American Educational Research Association (AERA) Annual Meeting
Theme: Leveraging Educational Research in a “Post-Truth” Era: Multimodal Narratives to Democratize Evidence
April 5-9, 2019
Title: Studying the Elements of a Video-Based Professional Development Design (Poster)
Session: Advancing the Knowledge Base to Improve Teaching: Generating a Design Framework for Video-Based Activity Systems
Authors: Tara Barnhart, Elizabeth van Es
Abstract: Using video to support teacher development has become increasingly common (Author, under review; Gaudin & Chaliès, 2015). This study describes the design of a video-based professional development with in-service secondary science teachers. The design was intended to cultivate teachers’ noticing practices and develop a professional vision of ambitious science instruction to improve practice. Specifically, we sought to develop teachers’ critical discourse practices for attending to and reasoning about student ideas.
Drawing on Sandoval (2014), we theorized that engagement with key elements of the video-based activity system would elicit particular learning: (a.) Analysis of published then personal artifacts with high windows and depth (Author, 2009b), (b) Use of framing activities, such as constructing ideal responses to the problem featured in the video and developing an evidence-based explanation rubric; and (c.) Facilitation practices to prime, focus, and maintain participants’ attention on student reasoning. These elements did not function as discrete parts of the design but as interconnected elements of a learning ecology (Cobb, Confrey, diSessa, & Schauble, 2003). To understand how these elements “function together to support learning” (Cobb et al., 2003, p. 9) we were explicit about how the theorized elements should interact to produce the learning results described above.
Data collection and analysis was largely qualitative in nature. Transcripts of five video club meetings were segmented into idea units by artifact. Each idea unit was analyzed for the types and frequency of facilitation moves used (Author, 2014), references to the framing activities, and the nature of professional discourse. Analytic memos examined the function of the elements for achieving a critical, collaborative discourse focused on student reasoning.
Analysis revealed that each design element shifted over the course of the professional development sequence to achieve the goals of the professional development. For example, high-quality, published clips supported development of a vision early in the video club; in later meetings video clips from participants’ own classrooms offered opportunities to problematize challenges with enacting ambitious science instruction. In addition, facilitation practices shifted over time, from supporting the group’s development as a community to engaging in evidence-based reasoning with support from a structured rubric. Sustained bouts of critical analysis of the students’ science reasoning in the artifacts in later meetings was supported by the participants’ development of the evidence-based reasoning rubric and the taking up of the discourse norms modeled in earlier meetings. This was true even when the quality of the artifacts used in later meetings decreased.

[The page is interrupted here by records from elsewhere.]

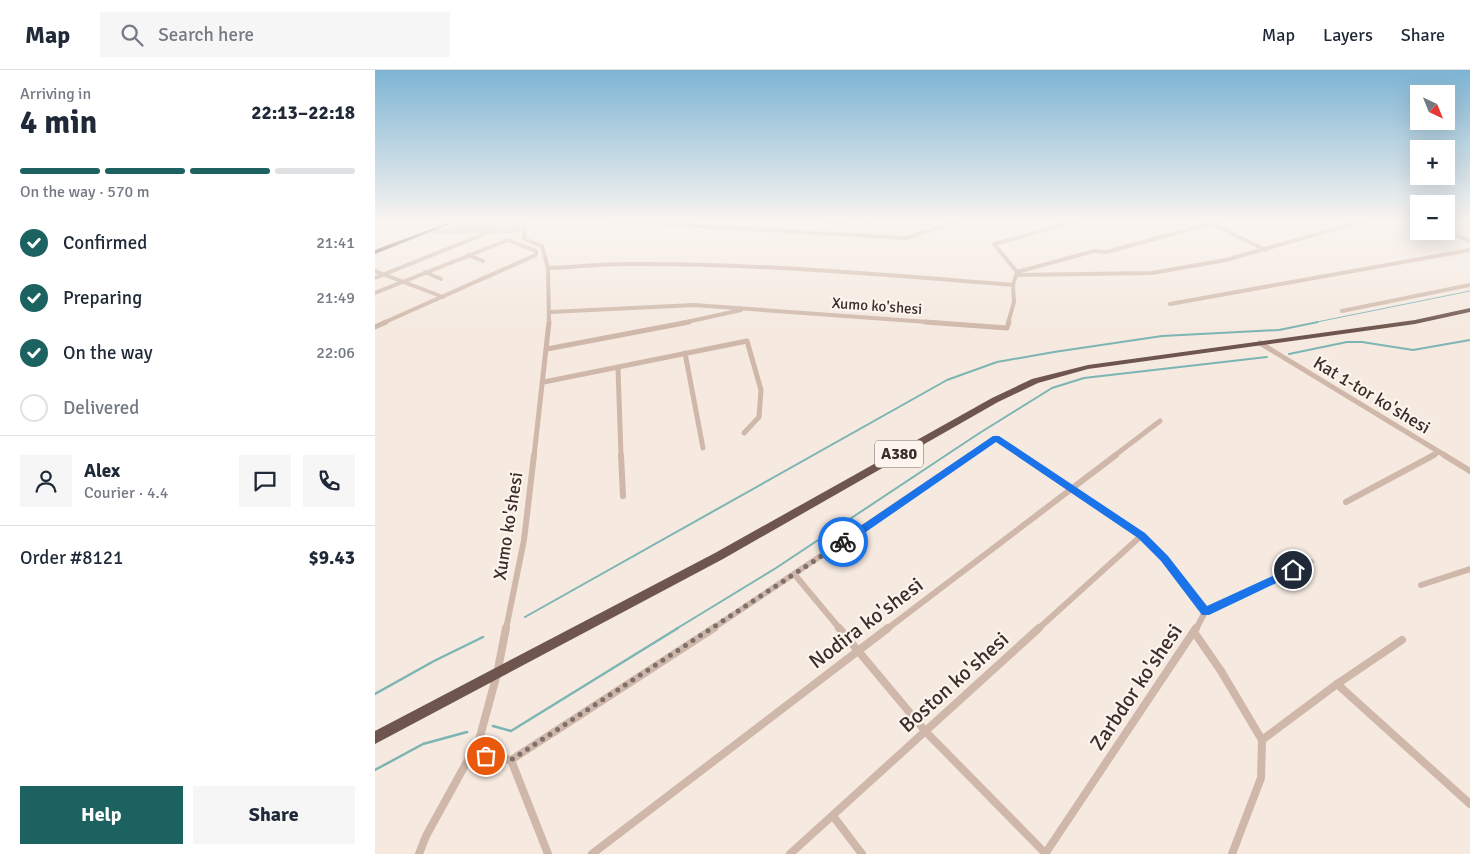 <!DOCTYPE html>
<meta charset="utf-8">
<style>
:root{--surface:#fff;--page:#f6f6f7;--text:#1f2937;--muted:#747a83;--line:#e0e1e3;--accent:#1b6261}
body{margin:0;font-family:Signika,sans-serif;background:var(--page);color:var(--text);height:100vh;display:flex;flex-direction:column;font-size:19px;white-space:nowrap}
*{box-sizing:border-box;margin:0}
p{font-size:16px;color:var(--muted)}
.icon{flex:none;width:28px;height:28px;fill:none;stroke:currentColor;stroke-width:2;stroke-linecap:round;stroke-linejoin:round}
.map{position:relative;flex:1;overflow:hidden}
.drawer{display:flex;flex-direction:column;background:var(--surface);width:375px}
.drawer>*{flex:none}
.needle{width:32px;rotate:137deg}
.controls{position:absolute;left:1035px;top:15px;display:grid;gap:10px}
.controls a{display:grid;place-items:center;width:45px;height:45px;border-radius:0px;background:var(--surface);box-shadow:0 5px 20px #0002;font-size:25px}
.pin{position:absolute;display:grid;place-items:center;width:42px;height:42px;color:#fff;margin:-21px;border:2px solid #fff;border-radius:50%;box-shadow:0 1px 5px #0007}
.courier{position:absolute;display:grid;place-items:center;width:50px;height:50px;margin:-25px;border:4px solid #1a73e8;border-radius:50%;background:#fff;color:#222;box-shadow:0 1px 6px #0007}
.overview em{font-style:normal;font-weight:700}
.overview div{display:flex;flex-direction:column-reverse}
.overview{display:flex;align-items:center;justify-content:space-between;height:85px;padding:0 20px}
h1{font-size:32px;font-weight:700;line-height:38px}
.bar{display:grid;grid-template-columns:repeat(4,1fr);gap:8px 5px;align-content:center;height:60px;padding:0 20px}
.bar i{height:6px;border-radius:4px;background:var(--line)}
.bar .on{background:var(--accent)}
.bar p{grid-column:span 4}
.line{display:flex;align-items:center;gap:12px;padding:0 20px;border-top:1px solid var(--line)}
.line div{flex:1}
.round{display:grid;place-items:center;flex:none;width:52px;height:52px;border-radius:0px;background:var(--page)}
ol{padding:0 20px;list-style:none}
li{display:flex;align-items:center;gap:15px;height:55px}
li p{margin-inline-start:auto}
li .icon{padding:5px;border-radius:50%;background:var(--accent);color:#fff;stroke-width:4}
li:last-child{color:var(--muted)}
li i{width:28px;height:28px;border:2px solid var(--line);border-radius:50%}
.primary-button{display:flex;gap:10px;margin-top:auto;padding:10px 20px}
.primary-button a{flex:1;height:58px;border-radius:0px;background:var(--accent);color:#fff;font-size:20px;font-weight:700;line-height:58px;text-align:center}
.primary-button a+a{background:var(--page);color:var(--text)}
header{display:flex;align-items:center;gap:30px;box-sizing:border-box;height:70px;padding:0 25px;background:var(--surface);border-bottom:1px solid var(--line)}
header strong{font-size:24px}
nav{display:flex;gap:28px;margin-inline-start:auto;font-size:18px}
.search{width:350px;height:45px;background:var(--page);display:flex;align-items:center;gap:12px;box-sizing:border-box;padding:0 18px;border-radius:0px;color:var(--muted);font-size:19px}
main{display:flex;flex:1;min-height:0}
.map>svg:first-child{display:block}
.green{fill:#bcc69e}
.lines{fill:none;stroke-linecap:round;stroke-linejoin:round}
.stream-far2{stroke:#7cb5b3;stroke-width:1}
.stream-far1{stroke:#7cb5b3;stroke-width:2}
.stream{stroke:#7cb5b3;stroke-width:2.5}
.minor-far3{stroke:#cfb8aa;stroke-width:4}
.minor-far2{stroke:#cfb8aa;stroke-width:5}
.minor-far1{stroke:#cfb8aa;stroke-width:6}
.minor{stroke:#cfb8aa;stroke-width:8}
.primary{fill:#7f635a;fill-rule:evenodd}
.trunk{fill:#6e554d;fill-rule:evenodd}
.route{fill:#1a73e8}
.done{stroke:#7d6f6a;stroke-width:5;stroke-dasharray:0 9}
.labels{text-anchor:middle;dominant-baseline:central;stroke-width:4.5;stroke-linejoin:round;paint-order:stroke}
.far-street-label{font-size:15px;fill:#3c2e2a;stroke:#fcf4ed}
.shield{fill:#fcf4ed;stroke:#766964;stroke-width:1}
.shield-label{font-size:16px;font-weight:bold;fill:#3c2e2a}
.street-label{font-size:18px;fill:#3c2e2a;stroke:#fcf4ed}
.near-street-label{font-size:21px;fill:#3c2e2a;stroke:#fcf4ed}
</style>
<header>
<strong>Map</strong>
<div class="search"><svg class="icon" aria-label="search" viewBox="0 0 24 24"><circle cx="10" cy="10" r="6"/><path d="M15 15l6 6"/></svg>Search here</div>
<nav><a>Map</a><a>Layers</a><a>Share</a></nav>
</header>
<main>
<section class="drawer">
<div class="overview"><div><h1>4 min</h1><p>Arriving in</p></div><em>22:13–22:18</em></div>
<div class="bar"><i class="on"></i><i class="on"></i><i class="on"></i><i></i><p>On the way · 570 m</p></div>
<ol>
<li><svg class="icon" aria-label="check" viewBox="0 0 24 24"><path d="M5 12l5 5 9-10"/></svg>Confirmed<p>21:41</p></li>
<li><svg class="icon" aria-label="check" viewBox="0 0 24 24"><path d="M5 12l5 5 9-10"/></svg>Preparing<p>21:49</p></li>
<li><svg class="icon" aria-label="check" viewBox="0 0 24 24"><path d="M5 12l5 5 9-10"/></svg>On the way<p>22:06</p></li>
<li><i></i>Delivered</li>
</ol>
<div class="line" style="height:90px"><a class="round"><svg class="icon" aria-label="person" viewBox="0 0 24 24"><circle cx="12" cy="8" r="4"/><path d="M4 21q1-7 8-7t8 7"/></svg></a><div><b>Alex</b><p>Courier · 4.4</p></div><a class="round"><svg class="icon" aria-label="chat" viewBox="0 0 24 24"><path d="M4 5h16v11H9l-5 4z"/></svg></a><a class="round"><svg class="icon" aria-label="phone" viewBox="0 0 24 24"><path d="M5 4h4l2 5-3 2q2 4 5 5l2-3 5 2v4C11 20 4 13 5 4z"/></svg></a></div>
<div class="line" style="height:65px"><div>Order #8121</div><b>$9.43</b></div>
<div class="primary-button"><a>Help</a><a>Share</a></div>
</section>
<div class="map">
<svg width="1095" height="784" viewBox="0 0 1095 784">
<rect width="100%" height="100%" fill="#f5e9e0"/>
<polygon class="green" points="90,151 146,151 145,158 70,159"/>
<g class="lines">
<g class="stream-far2">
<polyline points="427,151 484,155 508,151"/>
<polyline points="937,253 1095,221"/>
</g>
<g class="stream-far1">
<polyline points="914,284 972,272 987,272 1038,280 1095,270"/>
<polyline points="150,547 572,310 622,292 679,282 787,266 904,260 943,252"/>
<polyline points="301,559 401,498 603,364 677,318 709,308 892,287"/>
</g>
<g class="stream">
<polyline points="0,624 59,591 108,567"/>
<polyline points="118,656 136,661 303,558"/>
<polyline points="0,700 48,674 92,662"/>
</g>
<g class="minor-far3">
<polyline points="151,151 149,169 167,176 173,198 174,253"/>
<polyline points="235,151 532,168 582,151"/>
<polyline points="835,153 891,180"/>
<polyline points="55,161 137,161 149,159"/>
<polyline points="1069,161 1095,171"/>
<polyline points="93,185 108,191"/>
<path d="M173 198C199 197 226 194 252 194 381 193 510 205 638 215"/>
<polyline points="0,201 68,227"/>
<polyline points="50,202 66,209"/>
<polyline points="642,202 719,181 732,182 844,151"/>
<polyline points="641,205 777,203 851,190 988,151"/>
<polyline points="0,208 117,161"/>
<polyline points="0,223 133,170 161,181 161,185 8,253"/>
<polyline points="795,234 1095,180"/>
<polyline points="967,241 1095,215"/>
<polyline points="175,242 319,235 567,253"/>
<polyline points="307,253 366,240"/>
<polyline points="633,253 639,232 638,215 642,202 619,174 703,151"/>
</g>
<g class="minor-far2">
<polyline points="550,252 632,258 634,252"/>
<polyline points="0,257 11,252"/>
<polyline points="885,273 1071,386"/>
<polyline points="172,279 314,252"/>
<polyline points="310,283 328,378"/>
<polyline points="243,298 246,386"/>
<polyline points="169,312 372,271 386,320 384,347 369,363"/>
<polyline points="159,386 174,252"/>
<polyline points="594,386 621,368 648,386"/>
<polyline points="739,386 785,351"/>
<polyline points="1056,386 1064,382"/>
</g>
<g class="minor-far1">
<polyline points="246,385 248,426"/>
<polyline points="646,385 766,466 789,488 830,542"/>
<polyline points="1069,385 1095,401"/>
<polyline points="971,432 1059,385"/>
<polyline points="420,505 465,559"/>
<polyline points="1046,515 1095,499"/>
<polyline points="131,559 149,470 159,385"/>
<polyline points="337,559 596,385"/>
<polyline points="512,559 741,385"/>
<polyline points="663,559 766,466"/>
<polyline points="821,559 830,542 936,492"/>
</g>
<g class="minor">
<polyline points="464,558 551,662 671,784"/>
<polyline points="819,562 846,601 887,670"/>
<polyline points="962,614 1095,734"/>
<polyline points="104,670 111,686 136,690 339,558"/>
<polyline points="887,670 962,614 1027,570"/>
<polyline points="136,690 173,784"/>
<polyline points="458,746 487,784"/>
<polyline points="44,784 51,766 104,670 122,604 131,558"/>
<polyline points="217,784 513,558"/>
<polyline points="415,784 664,558"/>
<polyline points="670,784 821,558"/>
<polyline points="857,784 886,708 887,670"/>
</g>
<polygon class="primary" points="77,151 83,151 0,184 0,180"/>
<polygon class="trunk" points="1095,238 1095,242 1040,254 713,299 663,313 623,332 348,489 0,674 0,661 340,483 617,328 657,309 713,295 1040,250"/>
</g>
<linearGradient id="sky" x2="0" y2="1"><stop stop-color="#7db4d3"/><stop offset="0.58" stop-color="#faf5f1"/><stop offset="1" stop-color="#faf5f1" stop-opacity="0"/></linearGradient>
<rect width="1095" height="260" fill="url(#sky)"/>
<polygon class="route" points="618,366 624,366 770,463 793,486 832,536 915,498 922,498 923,500 922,503 834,545 827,545 786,491 763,468 621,372 472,475 465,475 465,470"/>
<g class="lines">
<polyline class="done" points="111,686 136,690 468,472"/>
</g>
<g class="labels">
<g class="far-street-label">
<text transform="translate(502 236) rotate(4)">Xumo ko'shesi</text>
</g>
<rect class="shield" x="500" y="370.5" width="48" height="27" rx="4"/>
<g class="shield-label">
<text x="524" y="384">A380</text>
</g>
<g class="street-label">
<text transform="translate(997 325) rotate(31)">Kat 1-tor ko'shesi</text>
<text transform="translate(133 456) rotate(-81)">Xumo ko'shesi</text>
</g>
<g class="near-street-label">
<text transform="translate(491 553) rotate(-37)">Nodira ko'shesi</text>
<text transform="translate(579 612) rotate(-42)">Boston ko'shesi</text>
<text transform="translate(761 617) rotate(-56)">Zarbdor ko'shesi</text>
</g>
</g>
</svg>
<div class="controls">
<a><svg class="needle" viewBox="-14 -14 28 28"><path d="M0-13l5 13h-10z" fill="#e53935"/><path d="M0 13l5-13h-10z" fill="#747a83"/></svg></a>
<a>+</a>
<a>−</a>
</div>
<div class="pin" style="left:111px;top:686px;background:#ea580c"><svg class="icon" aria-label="bag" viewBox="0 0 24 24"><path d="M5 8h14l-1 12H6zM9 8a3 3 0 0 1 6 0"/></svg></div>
<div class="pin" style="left:918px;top:500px;background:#1f2937"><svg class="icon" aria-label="home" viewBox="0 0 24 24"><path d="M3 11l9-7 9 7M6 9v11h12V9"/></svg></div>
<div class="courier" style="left:468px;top:472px"><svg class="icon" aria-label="bike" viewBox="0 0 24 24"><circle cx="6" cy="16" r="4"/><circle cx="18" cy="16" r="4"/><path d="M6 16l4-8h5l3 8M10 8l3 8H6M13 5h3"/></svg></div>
</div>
</main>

Recognizing that video is situated inside an activity system this study shows that though recommendations in the literature for facilitation, artifacts, and supporting tools are often presented as static they are, in fact, dynamic and influence each other as participants learn and change. Designers of video-based professional development must consider the overarching goals of the PD but also the needs and assets of participants and affordances of each component of the learning ecology during various phases of PD.